L'échelle UDR (Urgence-Dangerosité-Risque) permet d'évaluer le potentiel suicidaire. Elle est également utilisée par les SMPR et psychiatres. il est essentiel d'en comprendre les bases.

La crise suicidaire est la période où, pour un sujet donné, le suicide devient une solution pour mettre fin à sa souffrance actuelle. Elle ne veut pas mourir, elle veut arrêter de souffrir.

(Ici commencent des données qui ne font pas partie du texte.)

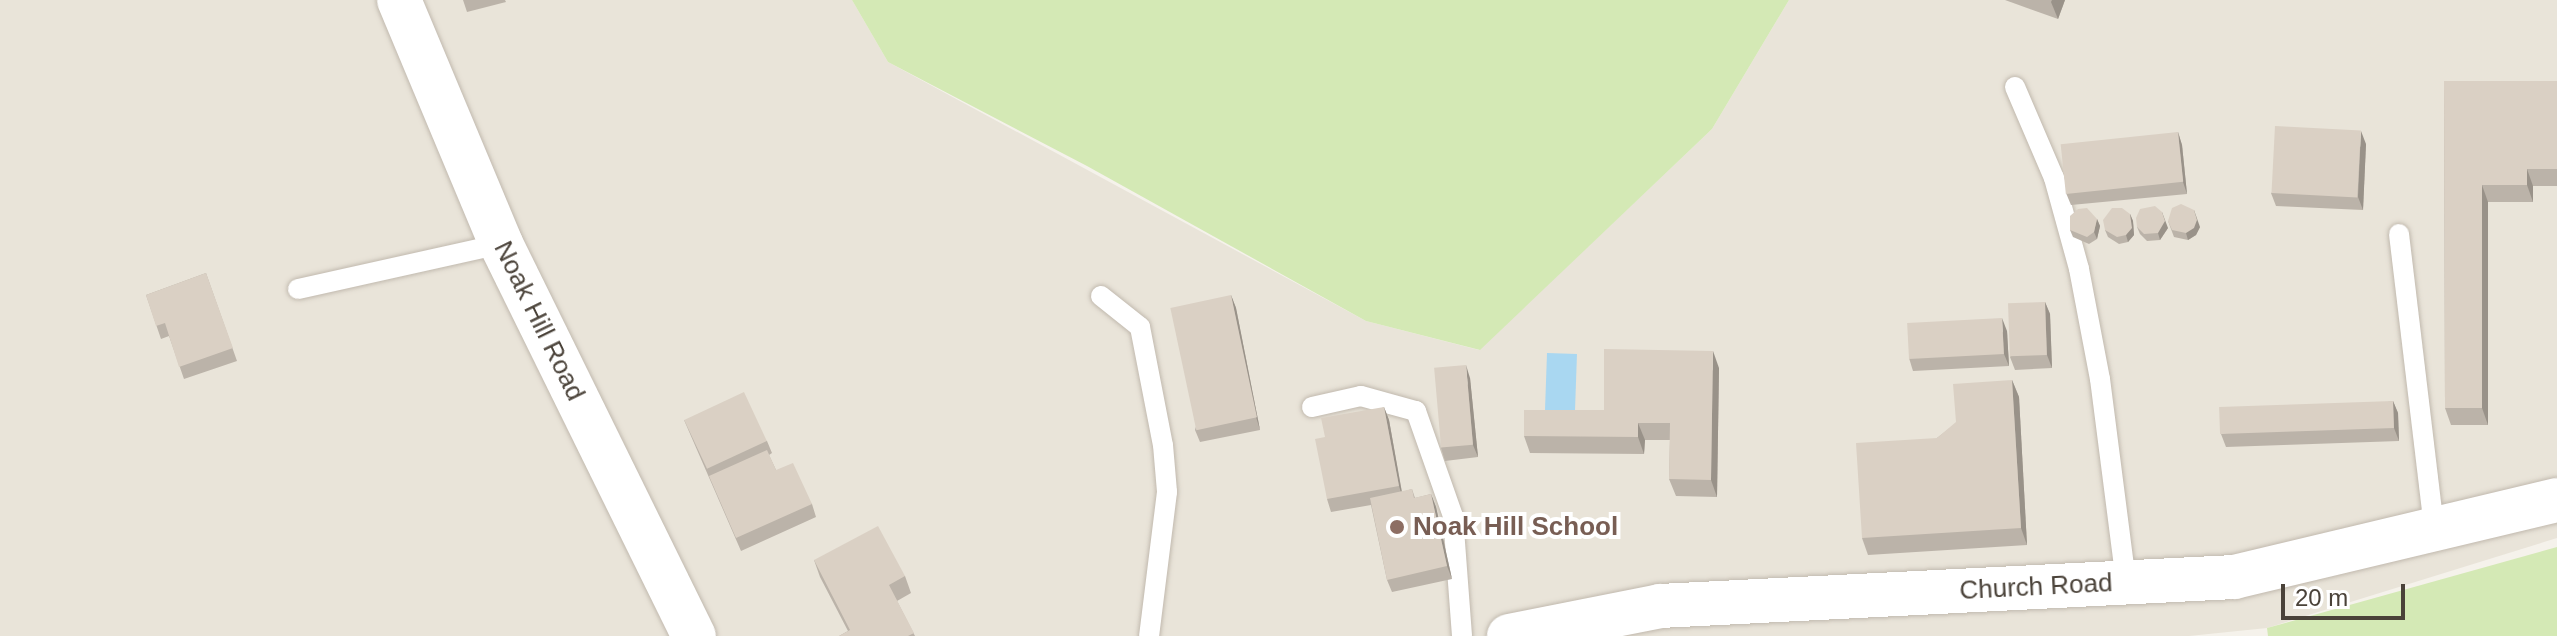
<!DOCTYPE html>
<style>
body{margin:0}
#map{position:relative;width:2557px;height:636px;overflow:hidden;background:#f5f2eb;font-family:Helvetica,sans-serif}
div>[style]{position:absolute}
.residential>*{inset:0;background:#e9e4d9}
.green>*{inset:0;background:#d4e9b5}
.water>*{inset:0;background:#a9d7f1;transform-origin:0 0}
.roads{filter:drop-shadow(0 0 2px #c1b9ae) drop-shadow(0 0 2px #c1b9ae)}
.service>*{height:20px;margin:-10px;padding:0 10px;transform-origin:10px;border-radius:10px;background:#fff}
.tertiary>*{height:44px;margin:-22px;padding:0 22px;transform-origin:22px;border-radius:22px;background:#fff}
.wall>*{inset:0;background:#bbb3a9}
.shaded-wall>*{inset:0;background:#999289}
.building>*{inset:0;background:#dad0c4;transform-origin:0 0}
.dots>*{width:22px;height:22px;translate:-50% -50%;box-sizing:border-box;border:4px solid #fff;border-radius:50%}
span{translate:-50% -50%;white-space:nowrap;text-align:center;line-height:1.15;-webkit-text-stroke:8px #fff;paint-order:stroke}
.street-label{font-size:26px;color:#4a4239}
.education-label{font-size:26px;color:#785e54;font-weight:700}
.left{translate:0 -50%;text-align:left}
.scale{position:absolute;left:2281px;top:584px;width:124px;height:36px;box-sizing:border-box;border:4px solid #4a4239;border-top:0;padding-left:10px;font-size:24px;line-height:28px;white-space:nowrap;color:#4a4239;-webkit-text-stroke:6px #fff;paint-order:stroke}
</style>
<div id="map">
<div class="residential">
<div style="clip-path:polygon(0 0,852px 0,888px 62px,1366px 321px,1479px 350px,1712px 129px,1789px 0,2557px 0,2557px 538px,2267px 628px,2189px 636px,0 636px)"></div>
</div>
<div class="green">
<div style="clip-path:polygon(852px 0,1789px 0,1712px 129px,1480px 350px,1366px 321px,1087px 166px,888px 62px)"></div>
<div style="clip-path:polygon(2557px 547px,2557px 636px,2268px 636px,2267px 628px)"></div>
</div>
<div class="water">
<div style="left:1547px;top:353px;width:30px;height:61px;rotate:2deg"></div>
</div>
<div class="roads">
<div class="service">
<div style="left:2015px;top:87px;width:99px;rotate:66.8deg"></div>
<div style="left:2054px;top:178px;width:94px;rotate:74.6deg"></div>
<div style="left:2079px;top:269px;width:112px;rotate:79.2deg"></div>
<div style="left:2100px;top:379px;width:205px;rotate:82.7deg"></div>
<div style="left:2399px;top:234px;width:297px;rotate:83.2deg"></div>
<div style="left:298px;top:289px;width:208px;rotate:-12.5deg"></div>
<div style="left:1101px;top:296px;width:50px;rotate:38.5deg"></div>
<div style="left:1140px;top:327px;width:120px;rotate:79deg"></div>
<div style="left:1163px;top:445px;width:47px;rotate:85.1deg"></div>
<div style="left:1167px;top:492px;width:145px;rotate:97.1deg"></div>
<div style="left:1312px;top:407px;width:50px;rotate:-12.7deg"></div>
<div style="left:1361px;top:396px;width:57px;rotate:15.3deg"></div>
<div style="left:1416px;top:411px;width:111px;rotate:70.6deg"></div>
<div style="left:1453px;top:516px;width:120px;rotate:85.7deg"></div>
</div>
<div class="tertiary">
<div style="left:399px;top:0;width:264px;rotate:67.3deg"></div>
<div style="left:501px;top:244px;width:437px;rotate:63.8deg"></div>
<div style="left:1509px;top:636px;width:154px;rotate:-11.2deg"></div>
<div style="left:1660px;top:606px;width:575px;rotate:-2.89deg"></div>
<div style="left:2234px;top:577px;width:332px;rotate:-13.4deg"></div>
</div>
</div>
<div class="wall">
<div style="clip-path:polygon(463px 0,505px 0,506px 2px,467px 12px)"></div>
<div style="clip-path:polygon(2005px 0,2065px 0,2058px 19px)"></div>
<div style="clip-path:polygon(2444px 81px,2557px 81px,2557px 186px,2533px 186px,2533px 202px,2488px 202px,2488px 425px,2451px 425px,2445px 408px)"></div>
<div style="clip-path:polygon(2178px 132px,2182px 145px,2187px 194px,2071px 205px,2066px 193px)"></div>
<div style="clip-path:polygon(2366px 144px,2363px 210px,2276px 206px,2271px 193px)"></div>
<div style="clip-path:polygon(2130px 214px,2133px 221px,2134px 235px,2128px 242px,2119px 244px,2108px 237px,2105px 230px)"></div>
<div style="clip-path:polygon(2097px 219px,2100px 226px,2097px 239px,2089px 244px,2073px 237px,2070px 230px)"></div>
<div style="clip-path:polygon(2168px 221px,2200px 227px,2196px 235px,2188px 240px,2174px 237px)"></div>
<div style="clip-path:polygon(2137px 227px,2168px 228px,2160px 240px,2147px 241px,2140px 234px)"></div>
<div style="clip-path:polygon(206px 273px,237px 361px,184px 379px,169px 336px,161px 339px,146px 295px)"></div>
<div style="clip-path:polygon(1231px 295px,1236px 308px,1260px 430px,1200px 442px,1195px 430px)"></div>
<div style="clip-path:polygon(2045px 302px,2050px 314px,2052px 368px,2015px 370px,2010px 357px)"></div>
<div style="clip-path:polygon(2007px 331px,2009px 366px,1913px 371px,1909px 358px)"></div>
<div style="clip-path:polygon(1719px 368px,1717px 497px,1676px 496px,1669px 479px,1670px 440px,1645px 440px,1644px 454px,1530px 453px,1524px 436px,1604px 410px)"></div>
<div style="clip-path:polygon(1470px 378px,1478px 457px,1445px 461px,1441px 448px)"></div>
<div style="clip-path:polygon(2012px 380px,2019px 397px,2027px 545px,1868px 555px,1862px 538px,1937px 438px)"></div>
<div style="clip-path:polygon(2393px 401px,2398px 413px,2399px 441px,2226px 447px,2221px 434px)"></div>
<div style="clip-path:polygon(1384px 407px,1389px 420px,1402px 492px,1412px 489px,1415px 498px,1431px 494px,1436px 507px,1452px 579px,1392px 592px,1387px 580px,1371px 505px,1331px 512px,1327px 499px,1325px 437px)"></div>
<div style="clip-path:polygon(684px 420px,767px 441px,772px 453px,769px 455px,776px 470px,812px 504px,816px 517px,741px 551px)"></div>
<div style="clip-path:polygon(814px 560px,905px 576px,911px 593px,897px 601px,915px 636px,839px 636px,848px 631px,820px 577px)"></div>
</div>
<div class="shaded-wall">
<div style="clip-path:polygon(2052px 0,2065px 0,2058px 19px,2051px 2px)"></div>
<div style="clip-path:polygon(2361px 131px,2366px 144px,2363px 210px,2358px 197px)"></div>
<div style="clip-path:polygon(2178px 132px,2182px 145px,2187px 194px,2183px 182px)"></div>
<div style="clip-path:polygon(2527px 169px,2533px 186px,2533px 202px,2527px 185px)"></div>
<div style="clip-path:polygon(2482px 185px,2488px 202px,2488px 425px,2482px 408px)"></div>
<div style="clip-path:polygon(2194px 210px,2200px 227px,2196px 235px,2188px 240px,2186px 233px)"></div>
<div style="clip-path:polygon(2162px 212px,2168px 228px,2160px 240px,2158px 233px)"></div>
<div style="clip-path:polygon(2130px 214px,2133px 221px,2134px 235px,2128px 242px,2126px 235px)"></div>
<div style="clip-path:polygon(2097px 219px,2100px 226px,2097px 239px,2094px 232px)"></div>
<div style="clip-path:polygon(1231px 295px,1236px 308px,1260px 430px,1256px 417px)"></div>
<div style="clip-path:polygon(2045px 302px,2050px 314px,2052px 368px,2047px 355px)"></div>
<div style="clip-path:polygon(2002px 318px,2007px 331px,2009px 366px,2004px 354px)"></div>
<div style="clip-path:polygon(1713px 351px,1719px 368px,1717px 497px,1711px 480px)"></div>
<div style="clip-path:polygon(1466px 365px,1470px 378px,1478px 457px,1473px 445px)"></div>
<div style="clip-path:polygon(2012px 380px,2019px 397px,2027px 545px,2021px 528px)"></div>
<div style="clip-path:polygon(2393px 401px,2398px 413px,2399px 441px,2394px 428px)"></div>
<div style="clip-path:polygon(1384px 407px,1389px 420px,1403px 499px,1399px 486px)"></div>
<div style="clip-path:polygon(1638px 423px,1645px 440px,1644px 454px,1638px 437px)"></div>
<div style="clip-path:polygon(1431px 494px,1436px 507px,1452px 579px,1447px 566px)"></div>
</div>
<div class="building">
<div style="clip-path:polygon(2444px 81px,2557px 81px,2557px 169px,2527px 169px,2527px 185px,2482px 185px,2482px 408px,2445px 408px)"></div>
<div style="left:2275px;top:126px;width:86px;height:67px;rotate:3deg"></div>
<div style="left:2178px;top:132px;width:50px;height:118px;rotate:84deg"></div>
<div style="clip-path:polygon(2181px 204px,2194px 210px,2197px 220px,2194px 228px,2186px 233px,2172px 230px,2168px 221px,2172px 208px)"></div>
<div style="clip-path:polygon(2155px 206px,2162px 212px,2165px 221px,2158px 233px,2144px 234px,2137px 227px,2136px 218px,2140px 209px)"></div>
<div style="clip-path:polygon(2087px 208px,2097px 219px,2094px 232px,2087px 237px,2070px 230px,2070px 216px,2078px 209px)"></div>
<div style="clip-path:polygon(2112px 208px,2122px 208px,2130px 214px,2132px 228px,2126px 235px,2117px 237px,2105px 230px,2103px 220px)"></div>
<div style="clip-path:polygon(206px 273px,233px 348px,179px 367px,165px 323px,156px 326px,146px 295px)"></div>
<div style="left:1231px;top:295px;width:125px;height:62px;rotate:78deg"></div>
<div style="left:2045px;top:302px;width:53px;height:37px;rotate:88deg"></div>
<div style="left:2002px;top:318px;width:36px;height:95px;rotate:87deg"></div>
<div style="clip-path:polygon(1604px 349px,1713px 351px,1711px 480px,1669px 479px,1670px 423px,1638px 423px,1638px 437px,1524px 436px,1524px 410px,1604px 410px)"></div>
<div style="left:1466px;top:365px;width:80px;height:32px;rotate:85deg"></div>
<div style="clip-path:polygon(2012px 380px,2021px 528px,1862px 538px,1856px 443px,1937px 438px,1956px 422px,1953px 384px)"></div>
<div style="left:744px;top:392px;width:54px;height:66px;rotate:65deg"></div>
<div style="left:2393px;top:401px;width:27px;height:174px;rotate:88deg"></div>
<div style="clip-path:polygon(1384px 407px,1399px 486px,1327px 499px,1315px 439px,1325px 437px,1321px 418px)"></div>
<div style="clip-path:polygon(767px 450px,776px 470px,793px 463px,812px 504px,736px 538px,709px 476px)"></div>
<div style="clip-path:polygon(1412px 489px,1414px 498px,1431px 494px,1447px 566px,1387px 580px,1370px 498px)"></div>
<div style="clip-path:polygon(878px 526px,905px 576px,889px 585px,914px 633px,908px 636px,839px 636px,850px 630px,814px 560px)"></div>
</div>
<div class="dots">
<div style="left:1397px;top:527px;background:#8d6e63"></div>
</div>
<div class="street-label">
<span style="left:539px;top:321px;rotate:64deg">Noak Hill Road</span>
<span style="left:2036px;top:587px;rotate:-3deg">Church Road</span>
</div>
<div class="education-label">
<span class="left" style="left:1413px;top:527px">Noak Hill School</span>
</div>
<div class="scale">20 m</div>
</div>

Cette période est marquée par la souffrance et la tension dure souvent de 6 à 8 semaines

🚨 Les 3 dimensions UDR

  • URGENCE : Imminence du passage à l'acte (dans les heures/jours)
    • Haute : "Ce soir, je vais le faire"
    • Moyenne : "Un de ces jours, je vais le faire"
    • Basse : "Parfois, j'y pense"
  • DANGEROSITÉ : Létalité et accessibilité du moyen envisagé
    • Haute : Pendaison, défenestration, scarification profonde
    • Moyenne : Intoxication médicamenteuse
    • Basse : Moyens peu létaux ou pas accessibles
  • RISQUE : Facteurs de vulnérabilité cumulés
    • Antécédents de TS, isolement social, perte récente
    • Maladie psychiatrique, dépendance
    • Impulsivité, agitation
    • Facteurs pénitentiaires comme être primaire, en MA, en quartier spécifique (QA, QD, QI), avec des échéances judiciaires à venir...

🎯 Action terrain

RÈGLE ABSOLUE : Toujours poser LA question clairement : "Avez-vous des pensées de vous tuer ?" ou "Pensez-vous au suicide ?"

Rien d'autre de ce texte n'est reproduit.